Die Deutsche Presse-Agentur (dpa) konnte das Gebäude mit dem vermeintlichen Graffiti an der Wand lokalisieren: Das Haus steht in München an der Ecke Pfälzer-Wald-Straße/Trifelsstraße im Stadtteil Giesing. Das bestätigt ein Abgleich mit Google Street View. Auf einer Aufnahme vom März 2022 ist an dieser Wand kein Graffiti zu sehen.

In der Pfälzer-Wald-Straße und der Trifelsstraße gibt es keine ukrainische Landesvertretung. In München gibt es zwar ein ukrainisches Generalkonsulat - doch das befindet sich mehrere Kilometer entfernt in der Riedenburger Straße.

Aktuelle Aufnahme beweist: Kein Graffiti an der Hauswand

Das Interview des US-Moderators Carlson mit Wladimir Putin ist erst in der vergangenen Woche veröffentlicht worden. Der QR-Code im Bild führt zu diesem Interview. Es ist auf den 8. Februar 2024 datiert. Das vermeintliche Graffiti mit dem QR-Code kann also erst danach entstanden sein. Ist also, anders als auf Google Street View, aktuell ein Graffiti an der Hauswand in München zu sehen?

Zwei dpa-Reporter haben sich am 12. Februar 2024 vor Ort umgeschaut: Das angebliche Graffiti an der Hauswand existiert nicht. Die Reporter haben ein Foto vom aktuellen Zustand der Hauswand gemacht.

Vor Ort ließen sich auch keine Hinweise auf eine kürzliche Reinigung oder einen neuen Anstrich der Fassade feststellen. So war an der Position, an der sich das Graffiti vermeintlich befindet, noch witterungsbedingter Dreck in den Fugen erkennbar. Wäre die Wand in den vergangenen Tagen gereinigt worden, wäre auch der Dreck entfernt worden.

Erfundene Malerei soll offenbar für Interview werben

Das Tucker-Carlson-Graffiti ist also erfunden, das Bild wurde entsprechend manipuliert. Offenbar soll mit der Graffiti-Manipulation und dem QR-Code weitere Aufmerksamkeit auf das umstrittene Interview gelenkt werden. Der Kreml hat sich zufrieden über das Gespräch und das Echo in der Presse geäußert. Politische Beobachter hatten erwartet, dass Russland das Interview für Propagandazwecke nutzen würde.

Carlson stellte Putins langatmige Ausführungen in dem Gespräch nicht infrage. Er ließ unwidersprochen zu, dass Putin einmal mehr die Schuld für den Angriffskrieg der Nato zuschob. Der Kremlchef lastete erneut ohne Beweise die Sprengung der Nord-Stream-Pipeline den USA an und unterstellte der Bundesregierung, sie vernachlässige die deutschen Interessen zugunsten von Bündnispflichten. Bequem war das Gespräch für den Kremlchef auch, weil er nicht wegen der vielen Opfer in der Ukraine zur Rede gestellt wurde. Er musste auch nicht zu Repressionen gegen die Opposition im eigenen Land Stellung beziehen.

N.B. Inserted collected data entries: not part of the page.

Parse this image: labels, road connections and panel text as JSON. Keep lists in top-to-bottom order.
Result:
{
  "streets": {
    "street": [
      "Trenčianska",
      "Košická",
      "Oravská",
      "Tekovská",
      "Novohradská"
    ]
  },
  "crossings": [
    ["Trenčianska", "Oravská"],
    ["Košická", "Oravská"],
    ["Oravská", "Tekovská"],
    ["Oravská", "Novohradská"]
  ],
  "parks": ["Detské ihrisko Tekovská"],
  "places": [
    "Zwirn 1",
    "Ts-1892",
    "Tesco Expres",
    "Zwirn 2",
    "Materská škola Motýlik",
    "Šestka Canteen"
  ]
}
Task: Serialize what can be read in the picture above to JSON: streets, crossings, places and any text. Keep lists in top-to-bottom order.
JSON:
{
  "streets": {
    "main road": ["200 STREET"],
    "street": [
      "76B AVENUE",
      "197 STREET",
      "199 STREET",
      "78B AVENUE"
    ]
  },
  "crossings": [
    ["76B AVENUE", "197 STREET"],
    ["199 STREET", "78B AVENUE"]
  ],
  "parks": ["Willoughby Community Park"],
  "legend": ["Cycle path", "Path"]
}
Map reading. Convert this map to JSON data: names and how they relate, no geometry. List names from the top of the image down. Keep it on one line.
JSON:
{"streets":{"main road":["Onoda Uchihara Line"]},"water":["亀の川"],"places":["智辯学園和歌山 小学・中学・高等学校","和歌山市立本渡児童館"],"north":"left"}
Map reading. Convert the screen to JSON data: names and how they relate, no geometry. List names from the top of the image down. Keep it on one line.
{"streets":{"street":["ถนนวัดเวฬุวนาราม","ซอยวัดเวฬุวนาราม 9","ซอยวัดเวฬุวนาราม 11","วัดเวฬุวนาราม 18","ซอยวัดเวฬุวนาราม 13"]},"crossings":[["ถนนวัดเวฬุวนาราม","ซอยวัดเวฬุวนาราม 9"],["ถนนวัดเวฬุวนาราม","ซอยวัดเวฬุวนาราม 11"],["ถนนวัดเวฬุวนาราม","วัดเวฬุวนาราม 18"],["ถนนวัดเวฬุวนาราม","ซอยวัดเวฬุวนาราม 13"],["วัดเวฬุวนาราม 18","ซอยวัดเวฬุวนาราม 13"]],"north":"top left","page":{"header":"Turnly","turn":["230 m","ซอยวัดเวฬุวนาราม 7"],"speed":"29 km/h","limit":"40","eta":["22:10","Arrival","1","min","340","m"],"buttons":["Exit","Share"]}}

Es ist derweil nicht das erste Mal, dass im Netz gefälschte Graffitis kursieren, die auf anti-ukrainische oder prorussische Narrative anspielen. Bereits Ende Dezember 2023 verbreiteten User in sozialen Medien ein Bild von einer anderen Münchener Hauswand und einem Fake-Graffiti. Unklar ist, an welches Publikum sich die vermeintliche Tucker-Carlson-Wandmalerei richtet: Während sie bisher nur vereinzelt in deutschsprachigen Beiträgen auftaucht, wurde sie zuvor von russischsprachigen Accounts über Telegram verbreitet.

(Stand: 12.2.2024)

Links

Ansicht der Hauswand bei Street View (archiviert)

Standort des Hauses auf Google Maps (archiviert)

Standort Ukrainische Botschaft in Berlin (archiviert)

Ansicht Botschaftsgebäude bei Street View (archiviert)

Über die Vertretungen der Ukraine in Deutschland (archiviert)

Standort des Generalkonsulats in München (archiviert)

Archivierter Ziellink des QR-Codes zum Interview

dpa-Faktencheck zu Fake-Graffiti vom Dezember 2023

Beitrag auf X (archiviert / archiviertes Bild)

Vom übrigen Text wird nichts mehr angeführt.